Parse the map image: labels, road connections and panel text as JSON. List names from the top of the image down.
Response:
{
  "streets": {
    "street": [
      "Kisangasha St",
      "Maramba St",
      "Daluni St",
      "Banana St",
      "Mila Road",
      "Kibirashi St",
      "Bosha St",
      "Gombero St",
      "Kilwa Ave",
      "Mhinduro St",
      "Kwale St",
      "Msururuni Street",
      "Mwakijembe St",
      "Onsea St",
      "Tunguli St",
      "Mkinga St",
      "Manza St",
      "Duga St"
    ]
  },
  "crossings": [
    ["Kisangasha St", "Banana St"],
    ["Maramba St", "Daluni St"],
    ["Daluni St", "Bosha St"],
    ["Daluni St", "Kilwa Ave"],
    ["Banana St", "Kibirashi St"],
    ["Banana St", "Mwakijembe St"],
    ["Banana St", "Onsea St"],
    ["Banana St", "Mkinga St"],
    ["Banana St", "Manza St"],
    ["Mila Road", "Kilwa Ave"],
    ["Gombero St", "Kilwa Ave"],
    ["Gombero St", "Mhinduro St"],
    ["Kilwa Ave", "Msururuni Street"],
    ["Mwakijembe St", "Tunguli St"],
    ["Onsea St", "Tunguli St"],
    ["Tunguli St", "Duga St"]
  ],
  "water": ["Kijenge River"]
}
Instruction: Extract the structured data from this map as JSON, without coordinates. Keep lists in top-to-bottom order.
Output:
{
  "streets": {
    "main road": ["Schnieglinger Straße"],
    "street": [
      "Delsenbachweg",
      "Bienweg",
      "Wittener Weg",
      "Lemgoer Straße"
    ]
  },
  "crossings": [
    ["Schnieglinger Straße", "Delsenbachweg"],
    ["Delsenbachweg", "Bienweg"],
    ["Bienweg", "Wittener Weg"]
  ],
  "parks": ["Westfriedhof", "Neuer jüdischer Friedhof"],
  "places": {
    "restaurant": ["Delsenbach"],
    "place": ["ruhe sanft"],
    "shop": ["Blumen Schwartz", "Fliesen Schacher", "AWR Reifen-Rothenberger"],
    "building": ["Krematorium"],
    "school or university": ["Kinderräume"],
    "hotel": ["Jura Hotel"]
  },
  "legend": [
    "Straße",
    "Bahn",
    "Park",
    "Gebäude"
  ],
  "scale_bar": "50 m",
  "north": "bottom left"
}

━━━━━━━━━━━━━━━━━━━━

Task details:
Word for word, transcribe all of the material.

Answer to the problem:
Parse the map image: labels, road connections and panel text as JSON. List names from the top of the image down.
Response:
{
  "streets": {
    "street": [
      "Kisangasha St",
      "Maramba St",
      "Daluni St",
      "Banana St",
      "Mila Road",
      "Kibirashi St",
      "Bosha St",
      "Gombero St",
      "Kilwa Ave",
      "Mhinduro St",
      "Kwale St",
      "Msururuni Street",
      "Mwakijembe St",
      "Onsea St",
      "Tunguli St",
      "Mkinga St",
      "Manza St",
      "Duga St"
    ]
  },
  "crossings": [
    ["Kisangasha St", "Banana St"],
    ["Maramba St", "Daluni St"],
    ["Daluni St", "Bosha St"],
    ["Daluni St", "Kilwa Ave"],
    ["Banana St", "Kibirashi St"],
    ["Banana St", "Mwakijembe St"],
    ["Banana St", "Onsea St"],
    ["Banana St", "Mkinga St"],
    ["Banana St", "Manza St"],
    ["Mila Road", "Kilwa Ave"],
    ["Gombero St", "Kilwa Ave"],
    ["Gombero St", "Mhinduro St"],
    ["Kilwa Ave", "Msururuni Street"],
    ["Mwakijembe St", "Tunguli St"],
    ["Onsea St", "Tunguli St"],
    ["Tunguli St", "Duga St"]
  ],
  "water": ["Kijenge River"]
}
Instruction: Extract the structured data from this map as JSON, without coordinates. Keep lists in top-to-bottom order.
Output:
{
  "streets": {
    "main road": ["Schnieglinger Straße"],
    "street": [
      "Delsenbachweg",
      "Bienweg",
      "Wittener Weg",
      "Lemgoer Straße"
    ]
  },
  "crossings": [
    ["Schnieglinger Straße", "Delsenbachweg"],
    ["Delsenbachweg", "Bienweg"],
    ["Bienweg", "Wittener Weg"]
  ],
  "parks": ["Westfriedhof", "Neuer jüdischer Friedhof"],
  "places": {
    "restaurant": ["Delsenbach"],
    "place": ["ruhe sanft"],
    "shop": ["Blumen Schwartz", "Fliesen Schacher", "AWR Reifen-Rothenberger"],
    "building": ["Krematorium"],
    "school or university": ["Kinderräume"],
    "hotel": ["Jura Hotel"]
  },
  "legend": [
    "Straße",
    "Bahn",
    "Park",
    "Gebäude"
  ],
  "scale_bar": "50 m",
  "north": "bottom left"
}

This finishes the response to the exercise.